- [WHAT YOU SHOULD DO]
With the pictures excluded, reproduce all of the data exactly.

□ □ □ □

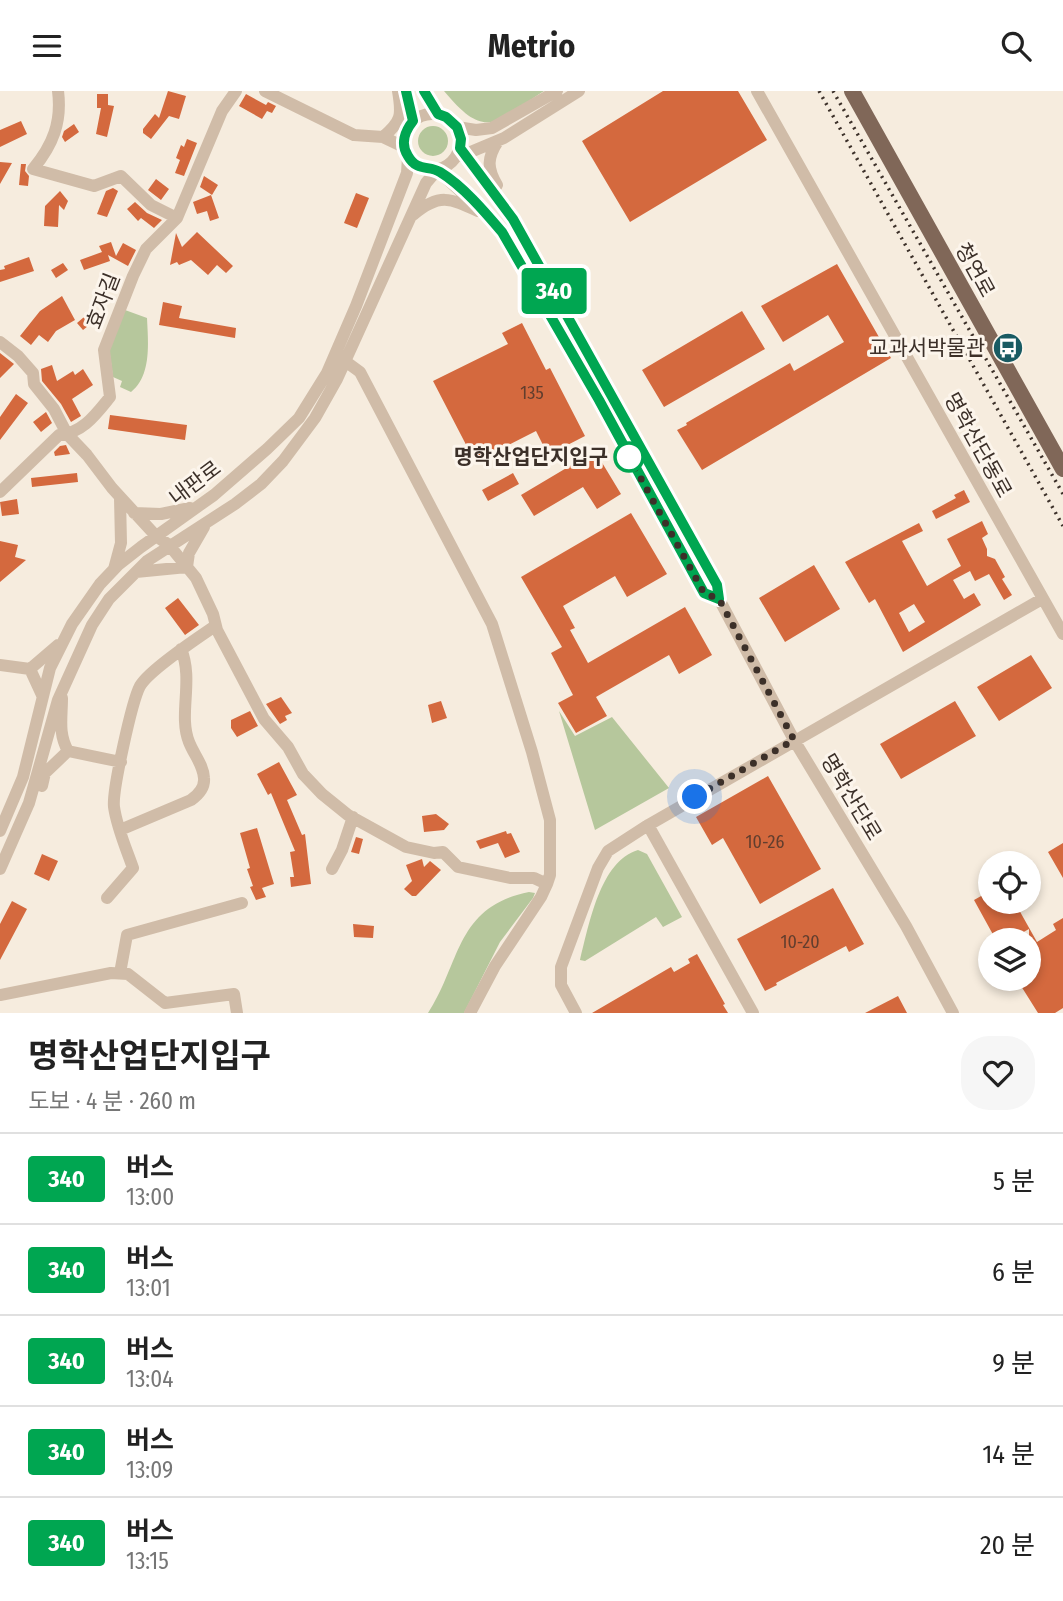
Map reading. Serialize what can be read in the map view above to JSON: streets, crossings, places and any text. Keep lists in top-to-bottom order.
{
  "streets": {
    "main road": ["청연로"],
    "street": [
      "효자길",
      "명학산단동로",
      "내판로",
      "명학산단로"
    ]
  },
  "crossings": [
    ["내판로", "명학산단로"]
  ],
  "places": {
    "bus stop": ["교과서박물관"],
    "other": ["명학산업단지입구"]
  },
  "lines": ["bus line 340"],
  "house_numbers": ["135", "10-26", "10-20"],
  "page": {
    "header": "Metrio",
    "on_map": "340",
    "heading": ["명학산업단지입구", "도보 · 4 분 · 260 m"],
    "list": [
      {
        "mark": "340",
        "name": "버스",
        "note": "13:00",
        "value": "5 분"
      },
      {
        "mark": "340",
        "name": "버스",
        "note": "13:01",
        "value": "6 분"
      },
      {
        "mark": "340",
        "name": "버스",
        "note": "13:04",
        "value": "9 분"
      },
      {
        "mark": "340",
        "name": "버스",
        "note": "13:09",
        "value": "14 분"
      },
      {
        "mark": "340",
        "name": "버스",
        "note": "13:15",
        "value": "20 분"
      }
    ]
  }
}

□ □ □ □

- [REPLY]
Map reading. Serialize what can be read in the map view above to JSON: streets, crossings, places and any text. Keep lists in top-to-bottom order.
{
  "streets": {
    "main road": ["청연로"],
    "street": [
      "효자길",
      "명학산단동로",
      "내판로",
      "명학산단로"
    ]
  },
  "crossings": [
    ["내판로", "명학산단로"]
  ],
  "places": {
    "bus stop": ["교과서박물관"],
    "other": ["명학산업단지입구"]
  },
  "lines": ["bus line 340"],
  "house_numbers": ["135", "10-26", "10-20"],
  "page": {
    "header": "Metrio",
    "on_map": "340",
    "heading": ["명학산업단지입구", "도보 · 4 분 · 260 m"],
    "list": [
      {
        "mark": "340",
        "name": "버스",
        "note": "13:00",
        "value": "5 분"
      },
      {
        "mark": "340",
        "name": "버스",
        "note": "13:01",
        "value": "6 분"
      },
      {
        "mark": "340",
        "name": "버스",
        "note": "13:04",
        "value": "9 분"
      },
      {
        "mark": "340",
        "name": "버스",
        "note": "13:09",
        "value": "14 분"
      },
      {
        "mark": "340",
        "name": "버스",
        "note": "13:15",
        "value": "20 분"
      }
    ]
  }
}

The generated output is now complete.